Have a mechanic check the following:
- Anti-freeze levels
Keep these items in your car:
- Window scraper
- Kitty litter or sand (In case you get stuck)
- Extra clothes
- High protein snacks
- A first-aid kit
- A flashlight
- A small battery-operated radio
- An emergency contact card with names and phone numbers
- Extra prescription medications
Driving in the winter:
Fill your vehicle’s gas tank and clean the lights and windows to help you see.
- Pay attention to the weather forecast. Before you leave, let someone know where you are going, the route you plan to take, and when you expect to get there. If your car gets stuck, help can be sent along your predetermined route.
- If you have to drive, make sure everyone has their seat belts on and give your full attention to the road. Avoid distractions, such as cell phones.
- Don’t follow other vehicles too closely. Sudden stops are difficult on snowy roadways.
- Don’t use cruise control when driving in winter weather.
- Don’t pass snow plows.
- Know that ramps, bridges and overpasses will freeze before roadways.
If you become stuck in the snow or icy conditions:
- Stay with your car. Do not try to walk to safety.
- Tie a brightly colored cloth (preferably red) to the antenna for rescuers to see.
- Don’t run your engine and heater constantly to help avoid running out of gas. Don’t use things like lights or the radio without the engine running so the battery doesn’t conk out.
- If you can, move your vehicle off the roadway. Stay with it — don’t abandon it. If you have to get out of your vehicle, use a door on the side of your vehicle that faces away from traffic.
- Start the car and use the heater for about 10 minutes every hour. Keep the exhaust pipe clear so fumes won’t back up in the car.
- Leave the overhead light on when the engine is running to help rescuers see the vehicle.
- Keep one window slightly open — away from the blowing wind — to let in fresh air.
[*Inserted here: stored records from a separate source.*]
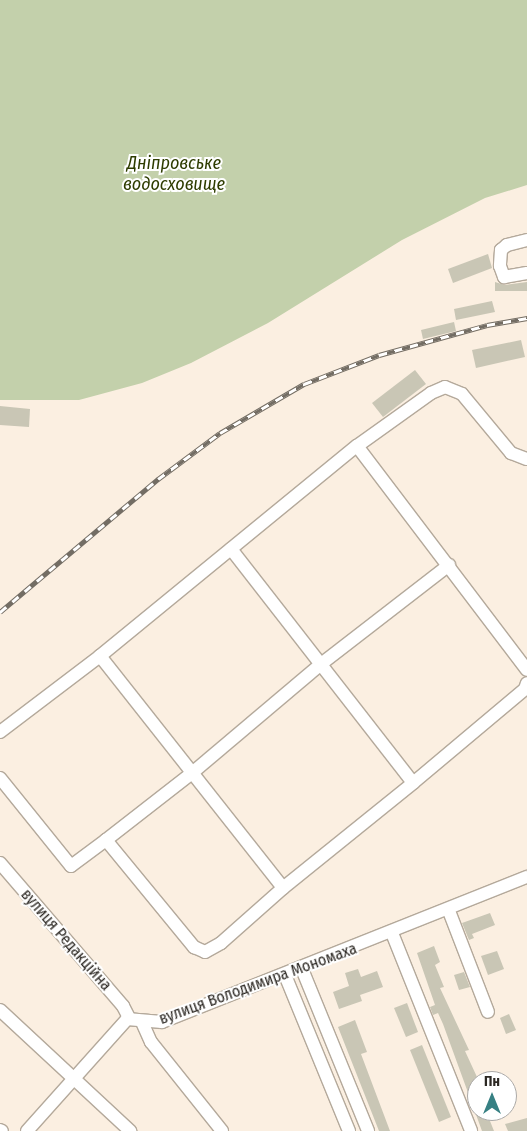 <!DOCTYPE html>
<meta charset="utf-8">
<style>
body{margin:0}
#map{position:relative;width:527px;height:1131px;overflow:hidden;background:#fbefe1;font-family:"Fira Sans Condensed",sans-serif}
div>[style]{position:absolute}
.water>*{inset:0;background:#c3d0ab}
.building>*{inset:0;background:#c9c6b5}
.roads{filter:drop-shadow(1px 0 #b4a99b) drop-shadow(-1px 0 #b4a99b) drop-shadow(0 1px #b4a99b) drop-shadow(0 -1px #b4a99b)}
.minor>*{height:12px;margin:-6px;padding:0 6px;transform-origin:6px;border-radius:6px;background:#fff}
.rail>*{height:4.5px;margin-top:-2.25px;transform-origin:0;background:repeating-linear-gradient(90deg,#fff 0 8px,#736d64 0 16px);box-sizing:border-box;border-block:1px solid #736d64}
span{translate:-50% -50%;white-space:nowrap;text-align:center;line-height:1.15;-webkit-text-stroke:4px #fff;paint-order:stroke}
.street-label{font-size:16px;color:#2c2823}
.water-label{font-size:18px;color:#2e3c00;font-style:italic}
.north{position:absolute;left:467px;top:1071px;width:50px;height:50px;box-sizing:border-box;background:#fff;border:1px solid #aba9a7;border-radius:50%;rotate:0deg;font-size:14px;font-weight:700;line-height:20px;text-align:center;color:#2c2823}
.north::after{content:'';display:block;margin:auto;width:18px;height:22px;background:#378083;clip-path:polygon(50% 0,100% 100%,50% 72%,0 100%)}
</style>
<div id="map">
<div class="water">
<i style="clip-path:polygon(0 0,527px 0,527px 185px,485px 198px,402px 240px,268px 323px,191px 363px,142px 383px,79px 400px,0 400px)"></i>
</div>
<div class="building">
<i style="clip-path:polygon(488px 254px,492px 268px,453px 283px,448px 269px)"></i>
<i style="clip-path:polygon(495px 282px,505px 285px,527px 282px,527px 291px,495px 291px)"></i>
<i style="clip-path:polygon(492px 301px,495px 312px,456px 320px,454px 309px)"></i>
<i style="clip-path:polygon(454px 322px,456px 331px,423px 339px,421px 330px)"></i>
<i style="clip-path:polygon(521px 340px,525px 357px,476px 368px,472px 350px)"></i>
<i style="clip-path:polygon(415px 370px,426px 384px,383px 417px,372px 403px)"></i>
<i style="clip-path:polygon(0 406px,30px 409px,29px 427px,0 425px)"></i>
<i style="clip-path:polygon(490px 913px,495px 925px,472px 934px,474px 938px,469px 940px,462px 923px)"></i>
<i style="clip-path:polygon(434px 946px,440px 962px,435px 965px,444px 987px,440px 988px,469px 1050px,465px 1051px,477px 1077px,477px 1111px,486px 1111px,494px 1131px,482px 1131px,443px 1024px,438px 1013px,433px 1015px,430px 1007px,435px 1005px,417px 953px)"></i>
<i style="clip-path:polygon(497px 951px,504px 969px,488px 975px,481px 956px)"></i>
<i style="clip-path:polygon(358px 969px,361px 977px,377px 971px,383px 987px,360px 995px,362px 1001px,339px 1009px,333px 992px,349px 986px,345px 973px)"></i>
<i style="clip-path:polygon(464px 972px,470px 987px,459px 990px,454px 975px)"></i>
<i style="clip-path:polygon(407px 1003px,418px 1032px,406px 1037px,394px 1008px)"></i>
<i style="clip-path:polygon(509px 1014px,516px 1030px,506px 1034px,500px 1018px)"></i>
<i style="clip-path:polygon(355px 1020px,367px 1052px,361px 1054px,390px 1131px,379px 1131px,338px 1027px)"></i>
<i style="clip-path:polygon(422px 1045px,451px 1117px,439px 1122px,410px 1050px)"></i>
<i style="clip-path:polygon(527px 1118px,527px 1131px,508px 1131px,505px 1124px)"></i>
</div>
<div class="roads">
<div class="minor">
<i style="left:527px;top:240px;width:21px;rotate:166deg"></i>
<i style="left:507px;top:245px;width:8px;rotate:140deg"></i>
<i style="left:501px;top:250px;width:16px;rotate:94deg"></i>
<i style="left:500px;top:266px;width:12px;rotate:70deg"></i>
<i style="left:504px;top:277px;width:23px;rotate:-10deg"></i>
<i style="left:357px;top:446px;width:91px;rotate:-35.6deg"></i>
<i style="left:431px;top:393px;width:15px;rotate:-23deg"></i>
<i style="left:445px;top:387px;width:18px;rotate:22deg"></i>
<i style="left:462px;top:394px;width:77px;rotate:50.3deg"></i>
<i style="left:511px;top:453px;width:17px;rotate:21deg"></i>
<i style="left:231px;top:549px;width:296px;rotate:52.1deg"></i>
<i style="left:100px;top:656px;width:295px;rotate:51.7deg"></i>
<i style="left:0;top:732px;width:126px;rotate:-37.2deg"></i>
<i style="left:100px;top:656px;width:332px;rotate:-39.3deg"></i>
<i style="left:357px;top:446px;width:281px;rotate:52.8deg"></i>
<i style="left:0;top:778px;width:113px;rotate:51.1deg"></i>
<i style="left:71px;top:866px;width:44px;rotate:-36.6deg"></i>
<i style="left:106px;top:840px;width:139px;rotate:50.6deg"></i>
<i style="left:194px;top:947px;width:12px;rotate:24deg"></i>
<i style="left:205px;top:952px;width:18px;rotate:-29deg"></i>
<i style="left:221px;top:943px;width:83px;rotate:-41.6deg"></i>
<i style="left:283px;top:888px;width:167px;rotate:-38.9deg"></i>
<i style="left:413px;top:783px;width:146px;rotate:-40deg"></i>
<i style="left:525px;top:689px;width:6px;rotate:-72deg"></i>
<i style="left:106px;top:840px;width:109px;rotate:-37.9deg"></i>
<i style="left:192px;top:773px;width:169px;rotate:-40.2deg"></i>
<i style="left:321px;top:664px;width:162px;rotate:-37.7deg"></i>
<i style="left:0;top:863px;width:189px;rotate:49.3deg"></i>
<i style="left:123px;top:1006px;width:13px;rotate:63deg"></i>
<i style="left:449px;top:911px;width:108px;rotate:68.9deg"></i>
<i style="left:392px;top:933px;width:213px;rotate:68.2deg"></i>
<i style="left:302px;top:969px;width:175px;rotate:67.8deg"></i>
<i style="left:285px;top:975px;width:169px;rotate:67.7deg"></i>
<i style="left:0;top:1010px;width:178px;rotate:42.9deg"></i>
<i style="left:142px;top:1022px;width:22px;rotate:66deg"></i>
<i style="left:151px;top:1042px;width:114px;rotate:51.4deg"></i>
<i style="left:0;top:1130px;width:2px;rotate:27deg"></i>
<i style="left:27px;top:1131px;width:150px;rotate:-48.2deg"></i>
<i style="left:127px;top:1019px;width:35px;rotate:5deg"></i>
<i style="left:162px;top:1022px;width:393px;rotate:-21.7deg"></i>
</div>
</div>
<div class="rail">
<i style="left:0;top:612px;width:207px;rotate:-40.1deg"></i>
<i style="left:158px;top:479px;width:77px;rotate:-36.6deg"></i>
<i style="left:220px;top:433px;width:97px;rotate:-30.3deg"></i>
<i style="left:304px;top:384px;width:80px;rotate:-21.1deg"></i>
<i style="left:379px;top:355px;width:112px;rotate:-15.5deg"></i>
<i style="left:487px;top:325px;width:41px;rotate:-9.9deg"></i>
</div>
<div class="street-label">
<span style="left:66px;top:940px;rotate:49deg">вулиця Редакційна</span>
<span style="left:258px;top:984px;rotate:-20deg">вулиця Володимира Мономаха</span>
</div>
<div class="water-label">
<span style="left:174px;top:174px">Дніпровське<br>водосховище</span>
</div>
<div class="north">Пн</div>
</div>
- Keep items that will burn — like paper, clothing, bedding, curtains or rugs — at least three feet away from space heaters, stoves or fireplaces.
- Don’t leave portable heaters and fireplaces unattended. Turn off space heaters and make sure any embers in the fireplace are extinguished before going to bed or leaving home.
- Place any space heater on a level, hard and nonflammable surface (such as ceramic tile floor), not on rugs or carpets or near bedding or drapes. Keep children and pets away from space heaters.
- When buying a space heater, look for models that have the safety measure of shutting off automatically if the heater falls over.
- Never use a cooking range or oven to heat your home.
- Using a fireplace? Make sure you have a glass or metal fire screen large enough to catch sparks and rolling logs.